Theatre, Dublin South City, Co. Dublin
Co. Dublin |
Recreation
On John Rocque's remarkably detailed map of Dublin, surveyed in 1756, a building is labelled simply as "old Theatre".
The designation is telling: within a single generation, a working playhouse had already passed into the category of the antiquated, rendered obsolete and forgotten by the pace of the city growing around it. That building was the Theatre Royal on Smock Alley, and the quiet irony of its early redundancy sits at the centre of what makes it worth noticing today.
The theatre was built in 1733, and its architect was Edward Lovett Pearce, the same man responsible for the Parliament House on College Green, now the Bank of Ireland, one of the most ambitious public buildings of Georgian Dublin. That Pearce should have designed both a seat of government and a place of popular entertainment in the same decade speaks to the breadth of his practice, and to Dublin's ambitions as a city in the early eighteenth century. By the time Rocque was drawing his map just twenty years after the theatre's completion, the building had already acquired that loaded prefix: old. The source for this identification is Lennon and Montague's 2010 study, which places the Theatre Royal firmly within Pearce's body of work.
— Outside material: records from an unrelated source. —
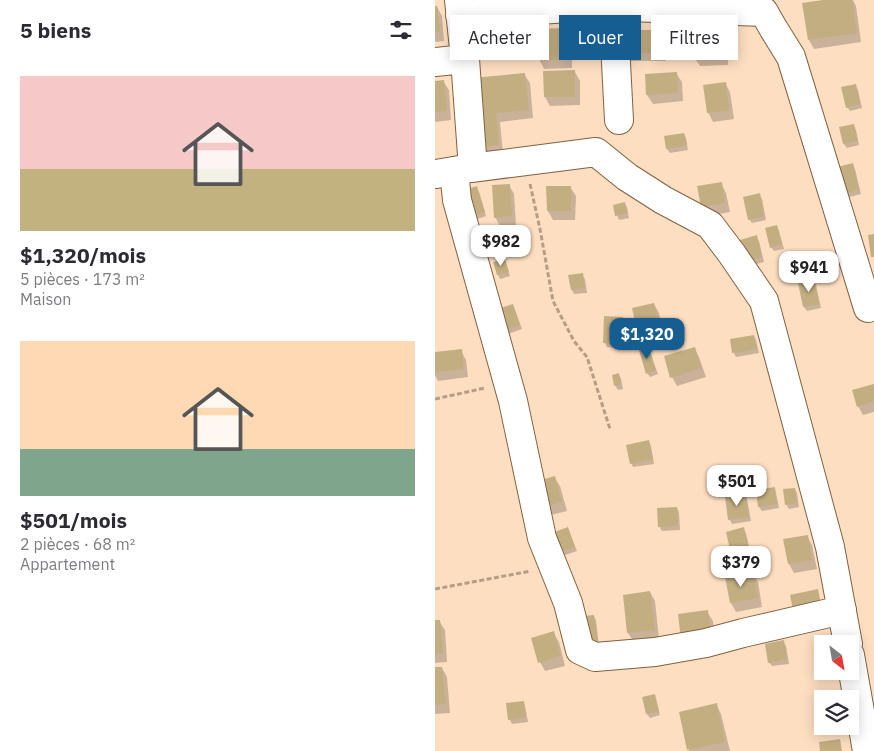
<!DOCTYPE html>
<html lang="fr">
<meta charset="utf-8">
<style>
:root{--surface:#fff;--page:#f2f2f3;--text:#2b2b33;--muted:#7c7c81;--accent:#165e92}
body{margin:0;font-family:"IBM Plex Sans",sans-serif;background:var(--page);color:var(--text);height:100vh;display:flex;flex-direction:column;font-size:19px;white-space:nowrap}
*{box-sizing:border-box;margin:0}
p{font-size:16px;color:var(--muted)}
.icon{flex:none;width:28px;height:28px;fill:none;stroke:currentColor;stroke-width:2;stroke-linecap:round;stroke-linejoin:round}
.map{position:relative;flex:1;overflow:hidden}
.panel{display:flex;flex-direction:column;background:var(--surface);width:435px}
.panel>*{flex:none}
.top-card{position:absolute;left:15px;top:15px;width:349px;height:45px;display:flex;gap:10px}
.needle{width:32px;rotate:149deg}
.controls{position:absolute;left:379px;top:635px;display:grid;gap:10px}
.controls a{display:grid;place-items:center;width:45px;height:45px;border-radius:0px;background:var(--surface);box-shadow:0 2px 12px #0003;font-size:25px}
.price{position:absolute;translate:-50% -42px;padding:0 11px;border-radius:10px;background:#fff;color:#222;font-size:16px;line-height:32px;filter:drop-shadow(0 1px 2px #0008)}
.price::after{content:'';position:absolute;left:50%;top:30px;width:15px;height:11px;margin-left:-8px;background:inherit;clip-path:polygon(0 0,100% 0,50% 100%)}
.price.on{background:var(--accent);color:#fff}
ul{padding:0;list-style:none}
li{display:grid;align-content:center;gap:10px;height:265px;padding:0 20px}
li span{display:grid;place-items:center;height:155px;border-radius:0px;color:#555}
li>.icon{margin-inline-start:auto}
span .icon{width:90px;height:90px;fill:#fffc;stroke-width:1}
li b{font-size:21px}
h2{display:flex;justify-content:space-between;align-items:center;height:60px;padding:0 20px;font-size:21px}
.pill{padding:0 18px;border-radius:0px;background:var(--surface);box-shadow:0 2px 12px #0003;font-size:18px;line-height:45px}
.pill.on{background:var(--accent);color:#fff}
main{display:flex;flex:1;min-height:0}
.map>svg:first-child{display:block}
</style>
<main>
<section class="panel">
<h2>5 biens<svg class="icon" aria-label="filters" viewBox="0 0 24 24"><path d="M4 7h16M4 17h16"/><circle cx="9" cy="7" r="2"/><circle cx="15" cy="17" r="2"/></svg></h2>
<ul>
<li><span style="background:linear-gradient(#f6c9c9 60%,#c2b280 0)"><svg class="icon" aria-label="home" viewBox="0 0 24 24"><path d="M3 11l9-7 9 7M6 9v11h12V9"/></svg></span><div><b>$1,320/mois</b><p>5 pièces · 173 m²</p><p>Maison</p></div></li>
<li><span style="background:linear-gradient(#ffd9b3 70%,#7fa58c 0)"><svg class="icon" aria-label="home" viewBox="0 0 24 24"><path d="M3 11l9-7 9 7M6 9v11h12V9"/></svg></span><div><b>$501/mois</b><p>2 pièces · 68 m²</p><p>Appartement</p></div></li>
</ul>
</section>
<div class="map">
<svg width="439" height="751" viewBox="0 0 439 751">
<rect width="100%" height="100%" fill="#fddec1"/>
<path fill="#0003" d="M396 0H418L421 6 426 42 379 49 374 40Z
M0 7H2L7 16 9 41 0 42Z
M131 29 137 38V68L109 69 104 59Z
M225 31 231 40V61H195L190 52Z
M287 36 293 45V65L265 66 259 57Z
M109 72H140L145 81V105L115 106 110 97Z
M241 73 247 82 248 101 218 104 212 95Z
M89 74 95 83 98 118 65 122 68 154 51 156 39 79Z
M8 81 14 90 16 120 0 122V82Z
M290 83 295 92 299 119 278 122 273 112Z
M420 85 423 90 427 108 415 111 412 107Z
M418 125 421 130 424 145 412 148 409 144 405 128Z
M249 134 251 138 253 150 235 153 232 149 230 137Z
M418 165 420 169 426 194 411 198 403 168Z
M286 183 291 193 295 212 273 216 267 207Z
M74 185 79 194 81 225 65 226 60 217Z
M135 187 141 196 140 220H118L113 211Z
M44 192 51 216 37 221Z
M324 195 327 199 331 220 317 223 314 219Z
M189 203 192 207 194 218 184 220 182 215Z
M342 226 344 231 349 249 339 251 336 247Z
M321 237 324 241 329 262 314 266Z
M70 261 75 276 65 279 63 275 60 263Z
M147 275 150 279 152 293 139 294 137 290 135 277Z
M378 280 381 285 386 308 372 311 369 307 364 284Z
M219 304 224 313 230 339 209 344 204 335Z
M64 310H80L87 329 73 334Z
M187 318 190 322 189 348 172 347 170 343Z
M319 336 321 340 324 353 301 357 299 353 296 340Z
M213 348 223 374 215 377 212 373Z
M259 348 264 357 271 377 242 386 237 377Z
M26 351 31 360 33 377 3 381 0 375V353Z
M184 375 186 379 188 389 183 390 180 385Z
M439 385V412L428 415 423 406 419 391Z
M214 442 216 446 219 464 198 467 196 463Z
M119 477 125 486 132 511 112 516Z
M339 489 341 493 344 508 327 511 324 507Z
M360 489 362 493 364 507 354 509 351 504Z
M310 495 312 499 316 521 297 524 295 520 291 498Z
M242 508 244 512 245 530 227 531 224 526Z
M133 529 142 551 127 556 125 552Z
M308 529 311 533 315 550 299 554 296 550Z
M372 536 377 545 382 569 359 573 354 564 350 540Z
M318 573 323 582 327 607 301 612 296 603Z
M215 592 220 601 224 639 199 642 193 633 189 596Z
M272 612 278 621 280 645 252 648Z
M158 616 161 620 164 646 154 643Z
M0 621H4L10 630 12 662 0 663Z
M118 633 124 642 130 666 110 671 105 662Z
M348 642 351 646 354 664 337 666 334 662Z
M7 668 12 677 15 713 0 714V669Z
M219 695 221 700 225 715 215 718 212 714Z
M88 702 90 706 93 722 77 724 75 720 72 704Z
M281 704 286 714 295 751H254V750Z"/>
<path fill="#c3ae82" d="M388 0H417L422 33 373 40 367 3Z
M0 6H2L5 32H0Z
M132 28 133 59 103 60 102 29Z
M189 30H226V53H189Z
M288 34 289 57H258V35Z
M140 70V97H109L108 71Z
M242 72 243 93 211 95 210 74Z
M90 73 94 110 61 113 64 145 44 147 37 78Z
M9 80 12 111 0 112V81Z
M291 82 294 110 272 113 268 85Z
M421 84 425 104 411 108 406 87Z
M419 124 423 141 408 144 404 127Z
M249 133 252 145 231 149 229 136Z
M418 163 424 190 408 194 402 167Z
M287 182 290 203 266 207 262 186Z
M75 184 77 216 59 218 57 185Z
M42 186 50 212 34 217 26 191Z
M111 186H136V211H112Z
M325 193 329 216 313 220 308 197Z
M190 202 192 213 180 216 178 205Z
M342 225 347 244 335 248 330 228Z
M439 234V257H436L433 235Z
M322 235 327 257 310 262 305 240Z
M70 259 74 272 62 275 58 262Z
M148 273 150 288 136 290 133 275Z
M379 279 384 304 368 307 363 283Z
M219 303 226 330 203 335 197 308Z
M78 304 85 325 69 330 62 309Z
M169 316 188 317 187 344 168 343Z
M319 335 322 349 297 353 295 339Z
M214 347 221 370 211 374 204 350Z
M260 347 266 368 235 378 229 356Z
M27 349 29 369 0 372V352Z
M184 373 186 384 179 386 177 375Z
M439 384V401L422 407 417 390Z
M214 440 218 459 195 464 191 445Z
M120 476 127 502 106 508 99 482Z
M340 487 342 504 323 507 321 490Z
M360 488 362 503 350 505 348 489Z
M311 494 314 517 293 520 290 497Z
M242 507 243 526 223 527 222 508Z
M133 527 140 547 124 552 117 533Z
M309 527 313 546 295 550 291 532Z
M373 535 377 560 353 564 348 539Z
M318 572 323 598 295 603 290 577Z
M383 589 387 609 359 615 355 595Z
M215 591 220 630 192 633 188 595Z
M273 610 276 636 246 640 243 614Z
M159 615 163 642 153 643 149 616Z
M0 620H5L8 653 0 654Z
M119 631 126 656 103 663 96 638Z
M349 640 352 659 333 663 330 644Z
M0 667H7L11 704 0 705Z
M220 694 224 711 211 714 207 697Z
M89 701 91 717 73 720 71 703Z
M282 703 290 742 252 750 244 712Z
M405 739 407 751H385L384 742Z"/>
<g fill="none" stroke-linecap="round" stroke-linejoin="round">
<defs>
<path id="minor" d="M24 0 30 59 37 155 36 168
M178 6 184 120
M25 15 166 6 329 12 338 28 356 57 433 308
M0 62 30 59
M19 171 22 200 78 401 107 538 133 603 145 650 160 657 220 652 271 643 308 633 407 610
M1 174 36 168 161 152 192 177 228 200 275 225 297 254 329 301 395 547 413 644
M415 655 432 751"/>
</defs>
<use href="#minor" stroke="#81603f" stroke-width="30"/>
<path stroke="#b79d86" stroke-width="3" stroke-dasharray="5 2.5" stroke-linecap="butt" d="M95 184 105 229 118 301 139 341 152 357 175 429
M0 399 50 388
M0 589 96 571"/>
<use href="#minor" stroke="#fff" stroke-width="28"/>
</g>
</svg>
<div class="controls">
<a><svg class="needle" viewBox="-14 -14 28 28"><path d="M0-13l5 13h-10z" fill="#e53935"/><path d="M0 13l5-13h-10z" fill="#7c7c81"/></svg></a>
<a><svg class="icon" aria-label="layers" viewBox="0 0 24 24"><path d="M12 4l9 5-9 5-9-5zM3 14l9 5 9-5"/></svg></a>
</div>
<b class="price" style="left:66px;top:267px">$982</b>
<b class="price" style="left:374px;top:293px">$941</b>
<b class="price on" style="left:212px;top:360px">$1,320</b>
<b class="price" style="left:302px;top:507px">$501</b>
<b class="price" style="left:306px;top:588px">$379</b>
<div class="top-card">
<a class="pill">Acheter</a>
<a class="pill on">Louer</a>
<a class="pill">Filtres</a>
</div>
</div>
</main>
Smock Alley itself, tucked into the older street fabric south of the Liffey, is easy to miss if you are not looking for it. The site sits in an area of Dublin that has been repeatedly built over, and the physical traces of Pearce's theatre are long gone. What remains is the cartographic ghost on Rocque's 1756 map, which is available to view through various digitised historical map collections online and is worth consulting before any visit to the area. Walking the lane today, with Rocque's map in mind, gives a sense of how compressed Dublin's history can be in a small stretch of ground, where a building designed by one of the country's foremost architects had already become a memory before the century was out.